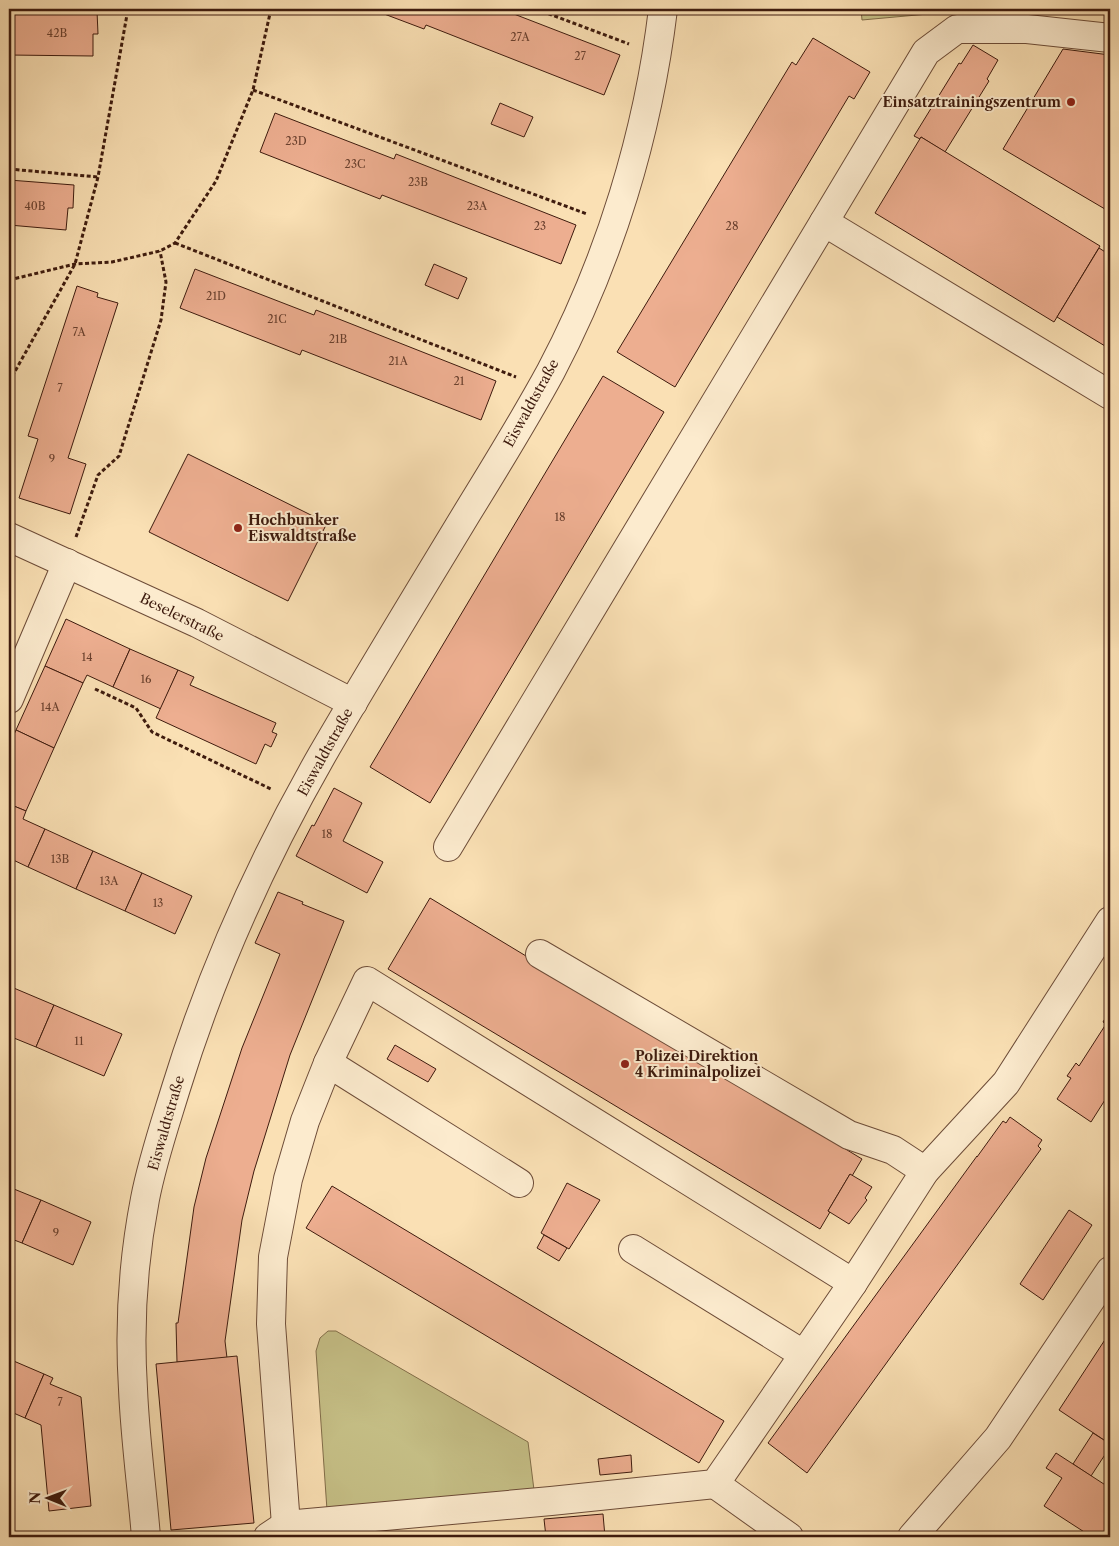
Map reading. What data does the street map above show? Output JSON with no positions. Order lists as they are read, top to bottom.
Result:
{
  "streets": {
    "street": ["Eiswaldtstraße", "Beselerstraße"]
  },
  "crossings": [
    ["Eiswaldtstraße", "Beselerstraße"]
  ],
  "places": ["Einsatztrainingszentrum", "Hochbunker Eiswaldtstraße", "Polizei Direktion 4 Kriminalpolizei"],
  "house_numbers": [
    "42B",
    "27A",
    "27",
    "23D",
    "23C",
    "23B",
    "40B",
    "23A",
    "23",
    "28",
    "21D",
    "21C",
    "7A",
    "21B",
    "21A",
    "21",
    "7",
    "9",
    "18",
    "14",
    "16",
    "14A",
    "18",
    "13B",
    "13A",
    "13",
    "11",
    "9",
    "7"
  ],
  "north": "left"
}
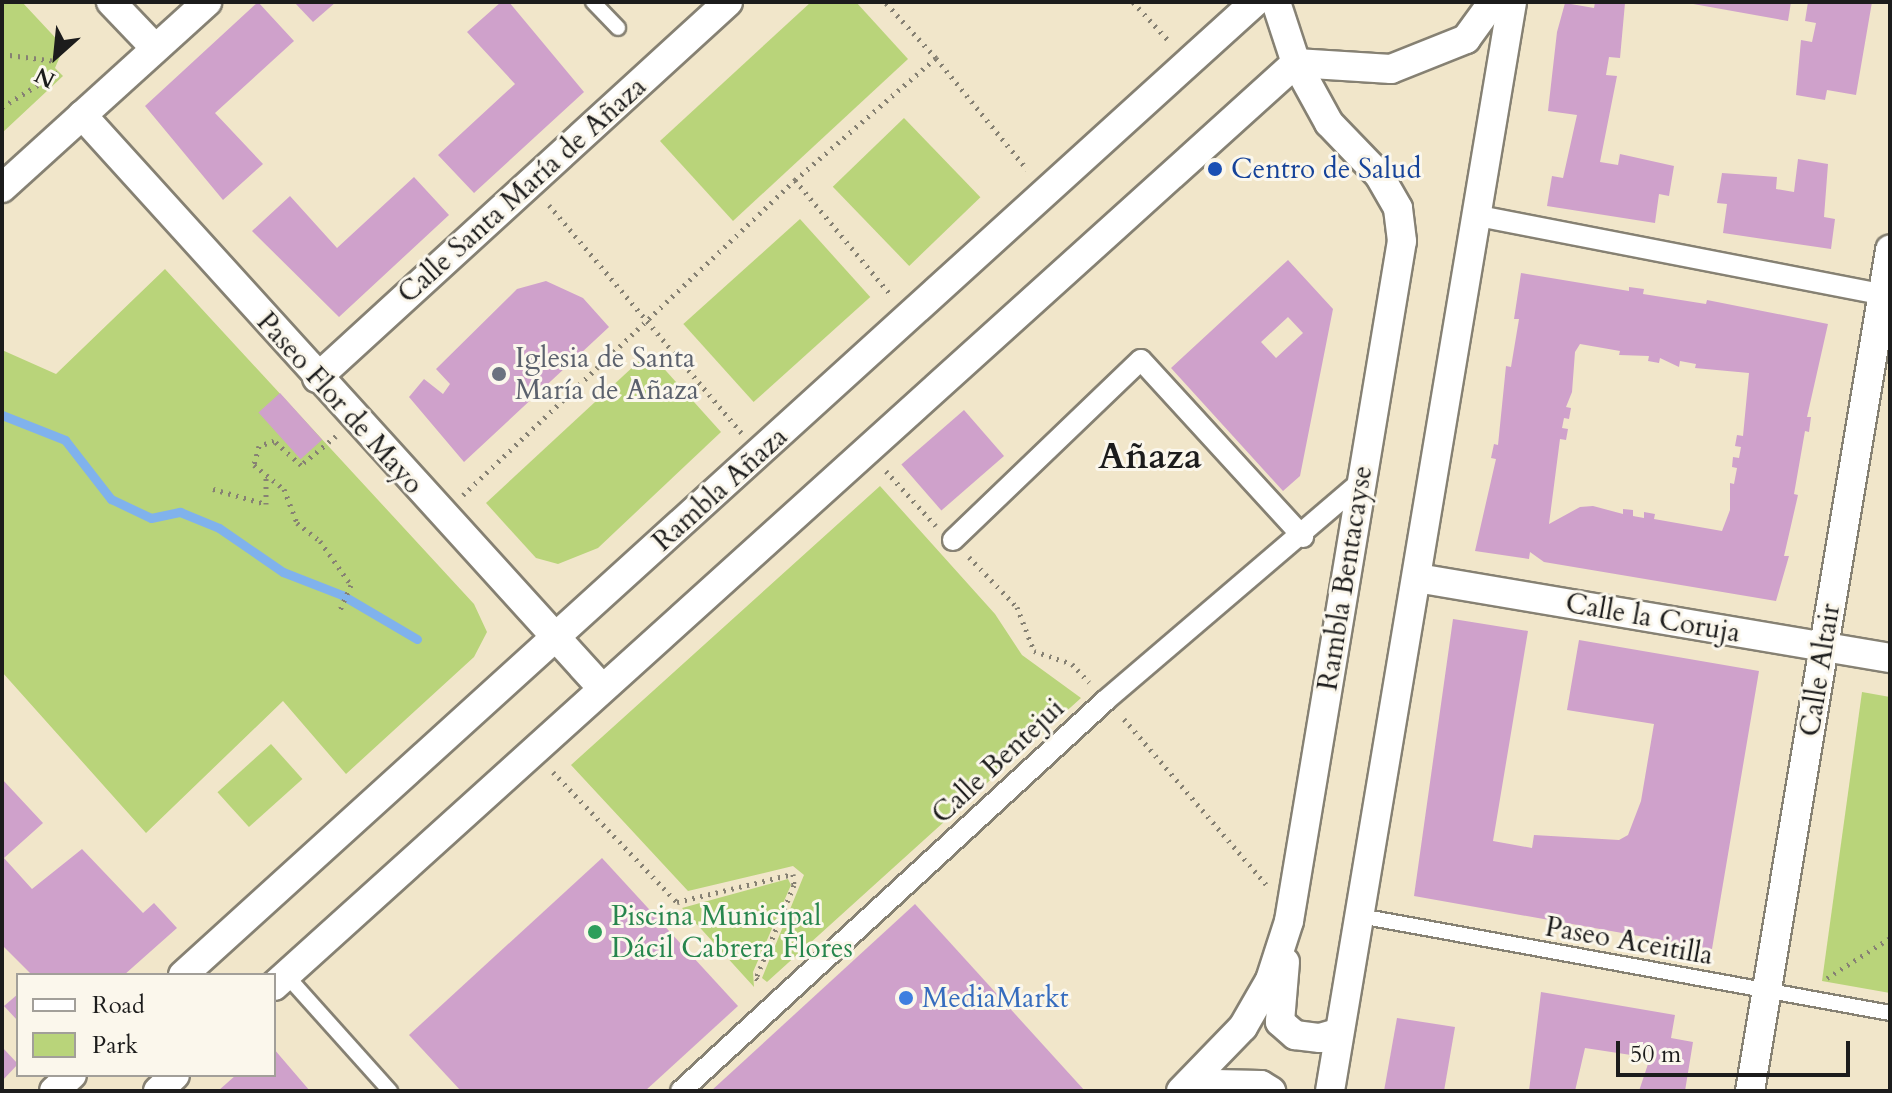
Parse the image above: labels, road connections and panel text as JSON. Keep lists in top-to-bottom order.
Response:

....

— Try it —
Pull each line containing "lists" from the records.

— Problem solution —
Map reading. What data does the street map above show? Output JSON with no positions. Order lists as they are read, top to bottom.
Parse the image above: labels, road connections and panel text as JSON. Keep lists in top-to-bottom order.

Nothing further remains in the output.